Country ‘not free,’ rights group says

MOSCOW — A U.S.-based organization that tracks political rights and civil liberties around the world yesterday downgraded Russia to the status of “not free” — far behind the democratic nations Moscow sees as its peers.

“Russia’s step backward … is the culmination of a growing trend under President Vladimir Putin to concentrate political authority, harass and intimidate the media, and politicize the country’s law enforcement system,” Freedom House Executive Director Jennifer Windsor said.

The Russian Foreign Ministry had no immediate comment on the report.


Police arrest six, seek al Qaeda link

LAHORE — Police arrested six suspected Islamist militants in the eastern city of Lahore yesterday, hoping they could provide clues about a Libyan al Qaeda operative who is among the most-wanted men in Pakistan.

The Libyan, Abu Faraj al-Libbi, is accused of masterminding two assassination attempts a year ago against President Pervez Musharraf, who has been targeted by extremists for his support of the U.S.-led war on terrorism.

The six arrested men, all Pakistanis, include Malik Tehsin, 31, who is said to be a member of two outlawed Sunni Muslim militant groups and an aide to al-Libbi.


Top terror lawyer quits post in protest

LONDON — A senior British lawyer who defended terror suspects in cases involving secret evidence quit in disgust yesterday, just days after judges ruled the government was violating basic rights in its prosecution of some terror suspects.

Ian Macdonald, on a government-appointed team of “special advocates” given access to secret evidence in terrorism cases, said he was resigning because the state’s post-September 11 emergency powers were “an odious blot.”

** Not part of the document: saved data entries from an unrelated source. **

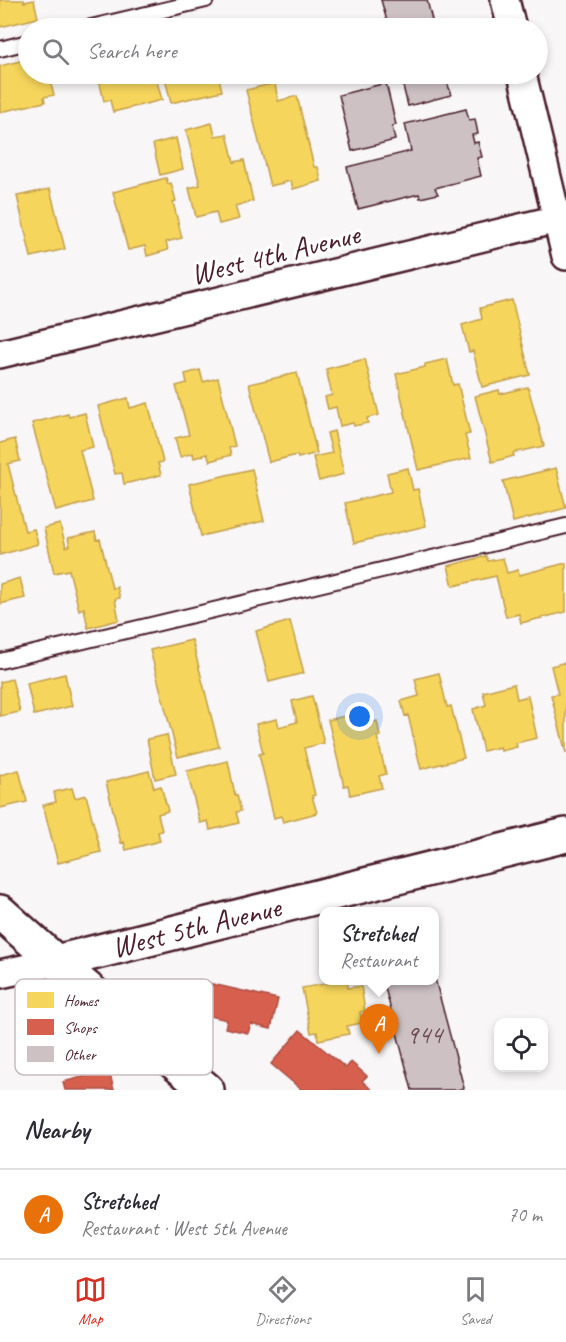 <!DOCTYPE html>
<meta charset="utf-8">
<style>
body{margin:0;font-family:Caveat,sans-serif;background:#f2f2f3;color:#2b2b33}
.controls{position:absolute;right:18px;bottom:18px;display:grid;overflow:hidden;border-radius:12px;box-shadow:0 3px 9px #0003}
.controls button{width:54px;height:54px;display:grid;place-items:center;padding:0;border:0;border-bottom:2px solid #e1e1e2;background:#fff;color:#2b2b33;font:30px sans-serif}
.you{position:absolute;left:360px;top:717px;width:21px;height:21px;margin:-15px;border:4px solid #fff;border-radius:50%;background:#1a73e8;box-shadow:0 0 0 9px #1a73e833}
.badge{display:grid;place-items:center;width:39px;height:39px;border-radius:50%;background:#d93025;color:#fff;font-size:20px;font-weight:700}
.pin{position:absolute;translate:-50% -50px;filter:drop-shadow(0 2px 3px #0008)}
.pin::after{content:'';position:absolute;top:32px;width:21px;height:18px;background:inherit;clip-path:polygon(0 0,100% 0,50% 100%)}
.popup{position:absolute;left:319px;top:907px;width:120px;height:78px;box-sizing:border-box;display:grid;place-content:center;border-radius:12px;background:#fff;filter:drop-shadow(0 2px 4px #0005);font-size:20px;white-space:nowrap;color:#7c7c81}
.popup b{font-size:22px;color:#2b2b33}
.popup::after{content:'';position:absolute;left:50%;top:100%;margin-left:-12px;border:12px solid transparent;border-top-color:#fff}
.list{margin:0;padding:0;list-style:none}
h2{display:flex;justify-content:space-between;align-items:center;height:78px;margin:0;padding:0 24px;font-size:26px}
h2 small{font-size:20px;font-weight:400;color:#7c7c81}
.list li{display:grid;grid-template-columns:39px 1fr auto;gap:18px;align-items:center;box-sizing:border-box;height:90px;padding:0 24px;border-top:2px solid #e1e1e2}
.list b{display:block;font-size:22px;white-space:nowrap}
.list p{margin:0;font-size:20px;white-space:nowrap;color:#7c7c81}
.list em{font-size:20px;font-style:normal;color:#7c7c81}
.icon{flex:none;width:33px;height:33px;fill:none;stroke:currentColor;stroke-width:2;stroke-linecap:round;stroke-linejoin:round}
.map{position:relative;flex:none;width:566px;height:1090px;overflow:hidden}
.search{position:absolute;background:#fff;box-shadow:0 3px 9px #0003;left:18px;right:18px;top:18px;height:66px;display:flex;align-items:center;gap:15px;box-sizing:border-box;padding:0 21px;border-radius:33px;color:#7c7c81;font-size:22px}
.sheet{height:168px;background:#fff}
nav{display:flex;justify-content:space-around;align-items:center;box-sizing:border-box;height:84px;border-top:2px solid #e1e1e2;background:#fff;font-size:16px;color:#7c7c81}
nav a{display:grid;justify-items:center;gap:3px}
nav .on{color:#d93025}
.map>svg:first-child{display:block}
.homes{fill:#f6d55c;stroke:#c29e4d;stroke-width:1.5}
.shops{fill:#d6604d;stroke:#ac4c43;stroke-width:1.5}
.building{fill:#cdc1c4;stroke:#4a1f2b;stroke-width:1.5}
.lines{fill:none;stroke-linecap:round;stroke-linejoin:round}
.service-casing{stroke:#4a1f2b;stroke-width:18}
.minor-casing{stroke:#4a1f2b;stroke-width:32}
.tertiary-casing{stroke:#4a1f2b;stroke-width:38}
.service{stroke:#fff;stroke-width:14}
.minor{stroke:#fff;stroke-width:27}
.tertiary{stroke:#fff;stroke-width:33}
.labels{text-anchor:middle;stroke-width:6;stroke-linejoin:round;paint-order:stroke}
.number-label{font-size:27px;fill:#6b4851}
.street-label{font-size:30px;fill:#4a1f2b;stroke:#fff}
.key{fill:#fff;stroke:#c9bcbf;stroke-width:1.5}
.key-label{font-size:16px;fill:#4a1f2b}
</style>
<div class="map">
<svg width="566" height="1090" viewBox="0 0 566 1090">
<rect width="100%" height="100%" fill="#f8f6f7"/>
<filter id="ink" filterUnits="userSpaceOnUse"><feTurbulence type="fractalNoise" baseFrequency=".0167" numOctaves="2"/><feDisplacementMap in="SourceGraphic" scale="12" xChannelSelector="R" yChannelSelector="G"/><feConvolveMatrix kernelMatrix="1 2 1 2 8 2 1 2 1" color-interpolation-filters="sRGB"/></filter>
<g filter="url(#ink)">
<path class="homes" d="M 0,0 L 24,0 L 24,2 L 34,0 L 38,18 L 0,27 Z
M 28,59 L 28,74 L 48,74 L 54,95 L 44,97 L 45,102 L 0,112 L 0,66 Z
M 102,74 L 155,74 L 162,100 L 113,112 L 110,100 L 104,101 L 99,80 L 103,79 Z
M 164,74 L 218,74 L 222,91 L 171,103 Z
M 275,83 L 278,101 L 297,96 L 314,167 L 318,167 L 321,181 L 293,189 L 291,181 L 270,186 L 246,90 Z
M 212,123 L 215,136 L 227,134 L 234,162 L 244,160 L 253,201 L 235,206 L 239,219 L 219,224 L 216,212 L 196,217 L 189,188 L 200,185 L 186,130 Z
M 176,138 L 183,169 L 160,175 L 153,144 Z
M 166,178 L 168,184 L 171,183 L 176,201 L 173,202 L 182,238 L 166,242 L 168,250 L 147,256 L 145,246 L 128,250 L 113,192 Z
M 50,189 L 65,249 L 31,257 L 17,196 Z
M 512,300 L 530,375 L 482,387 L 473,351 L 469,352 L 462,325 L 482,319 L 480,308 Z
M 365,359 L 379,415 L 367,418 L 368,423 L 354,426 L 353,423 L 340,426 L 336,407 L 328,409 L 325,397 L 332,395 L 326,369 Z
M 447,359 L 453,385 L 458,384 L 470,434 L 465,435 L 471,458 L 418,470 L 396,374 L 425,367 L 425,364 Z
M 200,370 L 203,382 L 218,378 L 235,446 L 229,448 L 231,455 L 210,461 L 207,454 L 194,458 L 193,453 L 180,457 L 175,438 L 189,435 L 176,386 L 187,383 L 185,374 Z
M 297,373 L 317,453 L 298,458 L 297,455 L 269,462 L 249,384 Z
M 528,387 L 544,446 L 513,453 L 514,456 L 492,462 L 475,396 L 499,390 L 500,394 Z
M 128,398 L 130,408 L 148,403 L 163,462 L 158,463 L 161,475 L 124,484 L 122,473 L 115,474 L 98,406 Z
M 85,413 L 93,447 L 80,450 L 93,501 L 56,511 L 32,423 L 68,414 L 69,417 Z
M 334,431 L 344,474 L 319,481 L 313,457 L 332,453 L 327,433 Z
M 15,439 L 20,461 L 8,464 L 25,531 L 34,529 L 38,544 L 0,555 L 0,443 Z
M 408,468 L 413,490 L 418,489 L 426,526 L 354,543 L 345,503 L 391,492 L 387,473 Z
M 556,468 L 566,508 L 513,522 L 503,481 Z
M 252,469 L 264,521 L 201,536 L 189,484 Z
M 60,524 L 66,547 L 70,546 L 68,538 L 95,532 L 97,540 L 100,539 L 112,588 L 117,587 L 120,598 L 115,599 L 119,620 L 88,628 L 84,608 L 79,610 L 69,570 L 54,573 L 44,528 Z
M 486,556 L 488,561 L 503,558 L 507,573 L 518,570 L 519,575 L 566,563 L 566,612 L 521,623 L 519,614 L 506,617 L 496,576 L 453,586 L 448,566 Z
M 20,578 L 25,598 L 0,604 L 0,584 Z
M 290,621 L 304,673 L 269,682 L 256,631 Z
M 192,640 L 219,747 L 178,757 L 150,650 Z
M 566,662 L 566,753 L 551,695 L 558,694 L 551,666 Z
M 439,673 L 447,707 L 451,706 L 464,758 L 421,769 L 408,715 L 405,716 L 401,701 L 419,696 L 415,679 Z
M 65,674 L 72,706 L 34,715 L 27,683 Z
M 12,679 L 20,712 L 0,716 L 0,682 Z
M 514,684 L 517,699 L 528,696 L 537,738 L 516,743 L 517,747 L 501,751 L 500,747 L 483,751 L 473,709 L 486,705 L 483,692 Z
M 312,696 L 324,743 L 304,748 L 315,795 L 312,796 L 317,813 L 283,822 L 281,816 L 274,818 L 259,754 L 263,753 L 256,724 L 277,719 L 279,727 L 297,722 L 292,701 Z
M 370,710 L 373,722 L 377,721 L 380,736 L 377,737 L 386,774 L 379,776 L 382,788 L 350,795 L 348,785 L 344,786 L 328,720 Z
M 167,735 L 176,774 L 155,779 L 147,739 Z
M 228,761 L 235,795 L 237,795 L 241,811 L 236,812 L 239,823 L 210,830 L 208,821 L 200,823 L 187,771 Z
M 19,770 L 27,802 L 0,808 L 0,775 Z
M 149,771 L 154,788 L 161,786 L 168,811 L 158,814 L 162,831 L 158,832 L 160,841 L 126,850 L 124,842 L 121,843 L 106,782 Z
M 72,788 L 75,798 L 86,795 L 101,852 L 58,863 L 43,805 L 56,802 L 54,792 Z
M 329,980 L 347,980 L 348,988 L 361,986 L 365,1011 L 360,1012 L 362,1023 L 347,1026 L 349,1034 L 318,1040 L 317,1032 L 311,1033 L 302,988 L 330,983 Z"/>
<path class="shops" d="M 208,983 L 278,999 L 271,1029 L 251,1024 L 248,1033 L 225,1028 L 227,1020 L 202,1014 Z
M 300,1030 L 346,1068 L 351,1062 L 367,1076 L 362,1081 L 372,1090 L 302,1090 L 271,1064 Z
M 109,1070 L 114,1090 L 65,1090 L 63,1082 Z"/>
<path class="building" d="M 381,0 L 427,0 L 434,28 L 389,28 Z
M 400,74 L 445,74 L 451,95 L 408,106 Z
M 386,83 L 396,125 L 392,126 L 395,140 L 352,151 L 339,95 Z
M 466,109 L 469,120 L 475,119 L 478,134 L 472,135 L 474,143 L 478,142 L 482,157 L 477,158 L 481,176 L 435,188 L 438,194 L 420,198 L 419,194 L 358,209 L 347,167 L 411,151 L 405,124 Z
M 434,975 L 464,1088 L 457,1090 L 412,1090 L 383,980 L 434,980 Z"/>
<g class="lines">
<g class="service-casing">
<path id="service" d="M 87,28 L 206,0
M 0,49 L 28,42
M 0,661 L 566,526"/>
</g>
<g class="minor-casing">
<path id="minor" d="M 505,0 L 512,28
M 522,74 L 566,256
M 0,354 L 566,217
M 0,974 L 56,962"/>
</g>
<g class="tertiary-casing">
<path id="tertiary" d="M 0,912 L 56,962 L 207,1090
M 56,962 L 566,835"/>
</g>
<use href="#service" class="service"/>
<use href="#minor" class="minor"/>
<use href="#tertiary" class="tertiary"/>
</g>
</g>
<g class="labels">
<g class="number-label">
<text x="424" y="1043">944</text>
</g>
<g class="street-label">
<text transform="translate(275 254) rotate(-14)" y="10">West 4th Avenue</text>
<text transform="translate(196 927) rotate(-14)" y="10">West 5th Avenue</text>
</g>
</g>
<rect x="15" y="979" width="198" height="96" rx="9" class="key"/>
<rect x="27" y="992" width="27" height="16" fill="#f6d55c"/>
<rect x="27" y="1019" width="27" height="16" fill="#d6604d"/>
<rect x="27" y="1046" width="27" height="16" fill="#cdc1c4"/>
<g class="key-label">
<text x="64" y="1006">Homes</text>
<text x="64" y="1033">Shops</text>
<text x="64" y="1060">Other</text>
</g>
</svg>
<div class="controls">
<button><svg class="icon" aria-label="locate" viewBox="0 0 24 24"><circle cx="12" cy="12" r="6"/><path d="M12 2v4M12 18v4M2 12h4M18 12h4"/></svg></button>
</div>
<div class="you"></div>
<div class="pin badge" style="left:379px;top:1054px;background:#e8710a">A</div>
<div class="popup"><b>Stretched</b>Restaurant</div>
<div class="search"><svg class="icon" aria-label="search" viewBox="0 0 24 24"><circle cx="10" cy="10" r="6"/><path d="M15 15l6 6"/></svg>Search here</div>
</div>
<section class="sheet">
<h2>Nearby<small></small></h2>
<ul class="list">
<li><span class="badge" style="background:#e8710a">A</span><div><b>Stretched</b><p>Restaurant · West 5th Avenue</p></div><em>70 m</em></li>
</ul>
</section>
<nav>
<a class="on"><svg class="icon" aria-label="map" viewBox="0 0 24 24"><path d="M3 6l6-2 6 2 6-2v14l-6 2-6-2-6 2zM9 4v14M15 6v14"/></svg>Map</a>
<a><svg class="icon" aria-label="directions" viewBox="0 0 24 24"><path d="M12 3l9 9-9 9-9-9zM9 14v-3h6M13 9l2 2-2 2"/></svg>Directions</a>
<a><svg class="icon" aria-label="saved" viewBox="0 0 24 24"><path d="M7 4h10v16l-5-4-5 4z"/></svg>Saved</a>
</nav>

His resignation came days after judges in the House of Lords, sitting as the country’s highest court, ruled the three-year-old powers assumed by the government violated international law.


Taiwanese gets visa over Beijing’s protests

TOKYO — Japan said yesterday it would proceed with a visa for Lee Teng-hui, former president of the Republic of China (Taiwan), for a sightseeing trip despite angry protests from China.

Relations between Tokyo and Beijing have soured over a string of disputes, including one involving Prime Minister Junichiro Koizumi’s visits to a shrine where war criminals are honored alongside other Japanese war veterans.

Mr. Lee, 81, and his family are expected to arrive in Nagoya in central Japan Monday and visit the area’s hot springs before leaving for home Dec. 31, Japanese press reports said.


Gulf leaders sparover U.S. trade deals

MANAMA — Saudi Arabia called yesterday for Arab Gulf states to speak with one voice, implicitly criticizing countries making trade agreements with the United States. But Bahraini officials said they had no intention of abstaining from such deals.

A dispute over such agreements was expected to dominate the summit meeting of six Arab Gulf nations that began yesterday.

A Gulf official at the summit said the other five states — Bahrain, Kuwait, Oman, Qatar and the United Arab Emirates — would make their own arrangements with Washington whether the Saudis like it or not. The official spoke on the condition of anonymity.